Culinary Leadership:
Lead and coach culinary teams across multiple sites, ensuring food quality, presentation, and creativity. Maintain standards, oversee equipment and safety compliance, and support regional development through a dotted-line leadership network. Manage special events, hiring, training, and performance reviews. Engage with campus leadership to tailor programs and build culinary bench strength.
Operational Excellence:
Collaborate with regional leaders to implement brand initiatives, standardize recipes, and improve satisfaction. Partner with the Aramark Innovation Center to roll out trends and lead high-profile events. Ensure consistency, share best practices, and drive strategic planning for retention.
Driving Growth:
Promote culinary talent, support marketing initiatives, and lead productivity efforts. Optimize food and labor processes, ensure vendor compliance, and develop premium catering menus. Innovate to grow revenue and reduce costs through improved procedures.

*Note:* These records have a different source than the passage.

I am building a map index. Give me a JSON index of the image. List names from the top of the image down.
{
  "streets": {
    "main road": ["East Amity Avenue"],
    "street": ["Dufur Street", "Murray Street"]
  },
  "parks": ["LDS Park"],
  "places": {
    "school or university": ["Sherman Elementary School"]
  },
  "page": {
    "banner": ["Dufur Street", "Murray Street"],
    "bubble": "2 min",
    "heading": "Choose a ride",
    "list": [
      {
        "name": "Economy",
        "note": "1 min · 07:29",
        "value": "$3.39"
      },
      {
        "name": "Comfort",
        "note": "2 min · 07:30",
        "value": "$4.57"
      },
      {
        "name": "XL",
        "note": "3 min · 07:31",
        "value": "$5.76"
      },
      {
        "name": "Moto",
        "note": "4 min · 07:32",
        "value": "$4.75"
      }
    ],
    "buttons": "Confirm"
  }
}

Team Leadership & Financial Performance:
Lead regional culinary talent development, training, and recognition. Drive financial goals through cost optimization and productivity. Oversee food quality, safety, and consistency. Supervise chefs and ensure adherence to Aramark standards of excellence.
Key Capabilities:
Expert in culinary techniques, large-scale production, and cost control. Skilled in multi-unit operations, menu development, and driving efficiency. Strong leadership, communication, and project management abilities. Capable of managing innovation, training, and client engagement. Development includes leading audits, training, new services, and sales support. Milestones include unit openings, taskforce participation, and STAR team leadership. Core leadership traits: influence, talent growth, hospitality, initiative, and impact.